| EXERCISE GOAL |
Images are to be excluded from the copy, and the records below reproduced word for word.
[EXERCISE MATERIALS Boundary: Start]
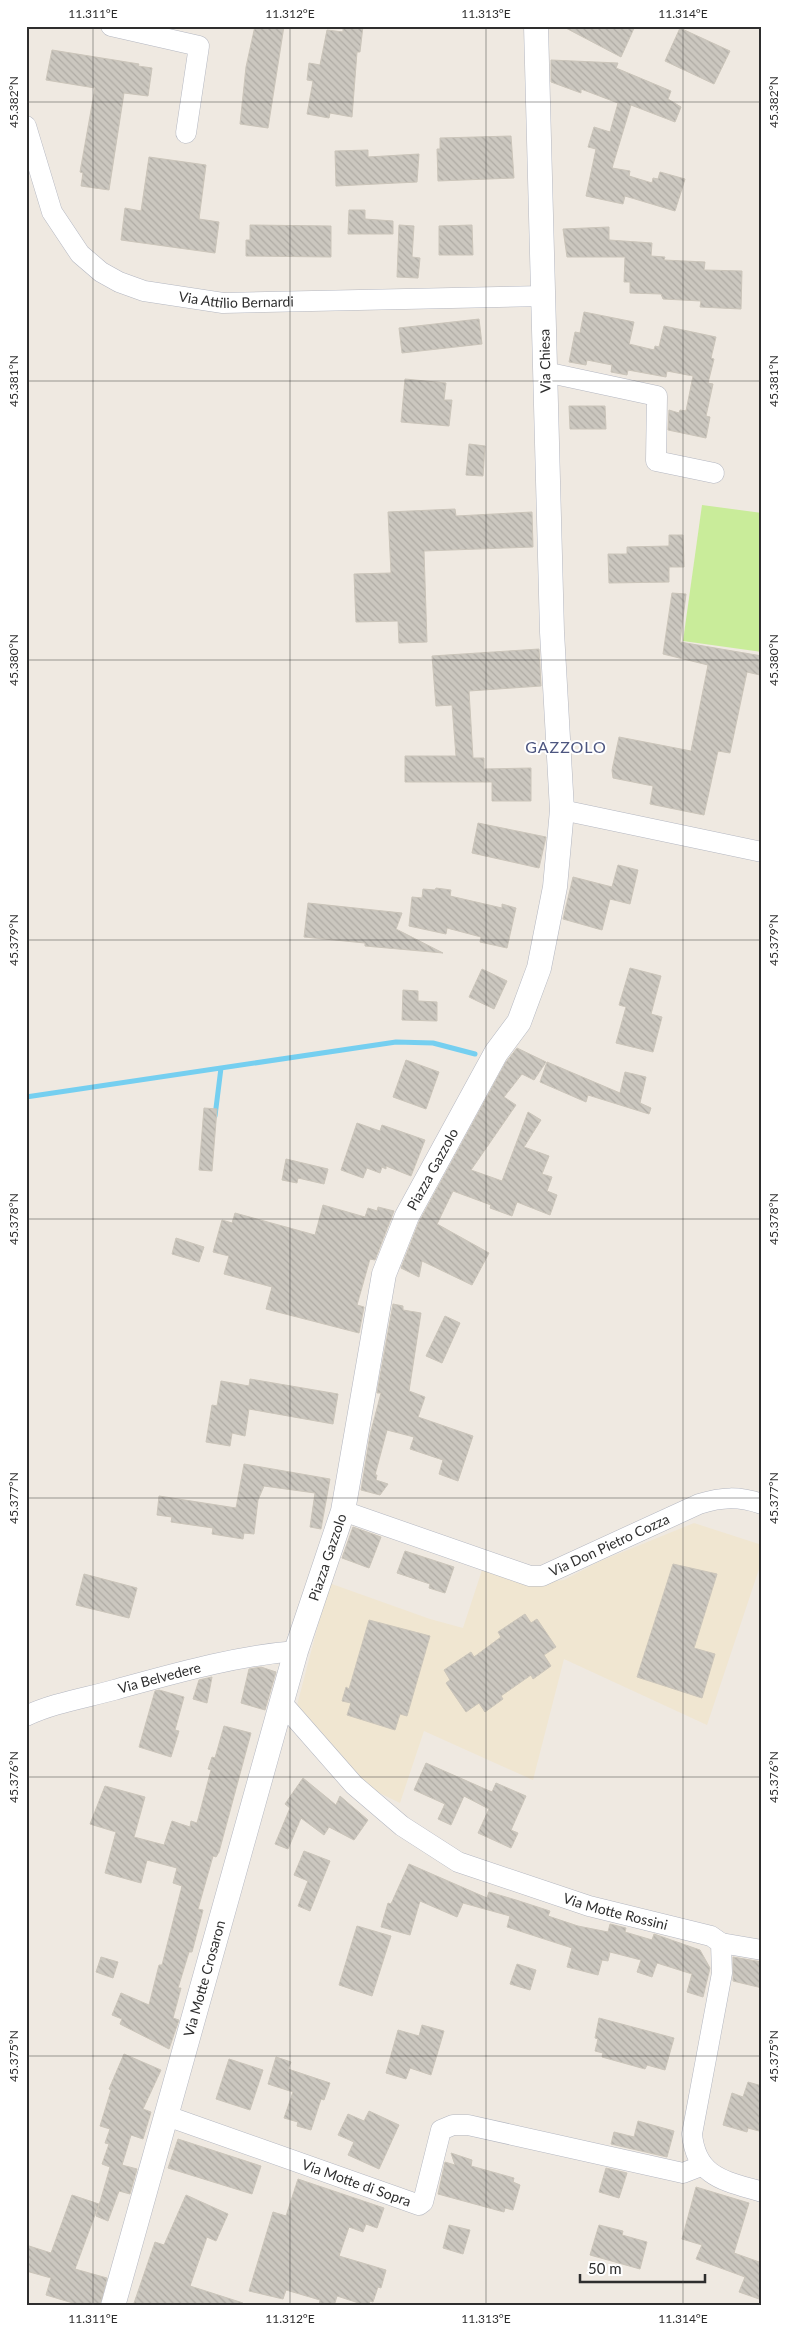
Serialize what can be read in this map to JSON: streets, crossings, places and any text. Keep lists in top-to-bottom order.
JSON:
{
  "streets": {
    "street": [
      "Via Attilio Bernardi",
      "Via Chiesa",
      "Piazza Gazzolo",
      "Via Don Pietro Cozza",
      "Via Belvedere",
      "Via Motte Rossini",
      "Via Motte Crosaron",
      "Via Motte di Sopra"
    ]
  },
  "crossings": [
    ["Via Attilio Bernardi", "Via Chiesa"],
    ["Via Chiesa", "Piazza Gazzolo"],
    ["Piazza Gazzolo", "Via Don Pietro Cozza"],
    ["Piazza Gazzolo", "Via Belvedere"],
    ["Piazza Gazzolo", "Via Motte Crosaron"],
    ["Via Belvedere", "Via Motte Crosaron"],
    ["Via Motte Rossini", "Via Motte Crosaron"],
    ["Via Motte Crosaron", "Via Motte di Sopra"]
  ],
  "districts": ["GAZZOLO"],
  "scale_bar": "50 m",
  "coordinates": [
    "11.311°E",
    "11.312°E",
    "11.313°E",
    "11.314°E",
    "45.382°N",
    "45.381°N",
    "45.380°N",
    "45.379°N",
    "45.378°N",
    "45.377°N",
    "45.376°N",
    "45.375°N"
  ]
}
[EXERCISE MATERIALS Boundary: End]
| ANSWER TO THIS EXERCISE |
Serialize what can be read in this map to JSON: streets, crossings, places and any text. Keep lists in top-to-bottom order.
JSON:
{
  "streets": {
    "street": [
      "Via Attilio Bernardi",
      "Via Chiesa",
      "Piazza Gazzolo",
      "Via Don Pietro Cozza",
      "Via Belvedere",
      "Via Motte Rossini",
      "Via Motte Crosaron",
      "Via Motte di Sopra"
    ]
  },
  "crossings": [
    ["Via Attilio Bernardi", "Via Chiesa"],
    ["Via Chiesa", "Piazza Gazzolo"],
    ["Piazza Gazzolo", "Via Don Pietro Cozza"],
    ["Piazza Gazzolo", "Via Belvedere"],
    ["Piazza Gazzolo", "Via Motte Crosaron"],
    ["Via Belvedere", "Via Motte Crosaron"],
    ["Via Motte Rossini", "Via Motte Crosaron"],
    ["Via Motte Crosaron", "Via Motte di Sopra"]
  ],
  "districts": ["GAZZOLO"],
  "scale_bar": "50 m",
  "coordinates": [
    "11.311°E",
    "11.312°E",
    "11.313°E",
    "11.314°E",
    "45.382°N",
    "45.381°N",
    "45.380°N",
    "45.379°N",
    "45.378°N",
    "45.377°N",
    "45.376°N",
    "45.375°N"
  ]
}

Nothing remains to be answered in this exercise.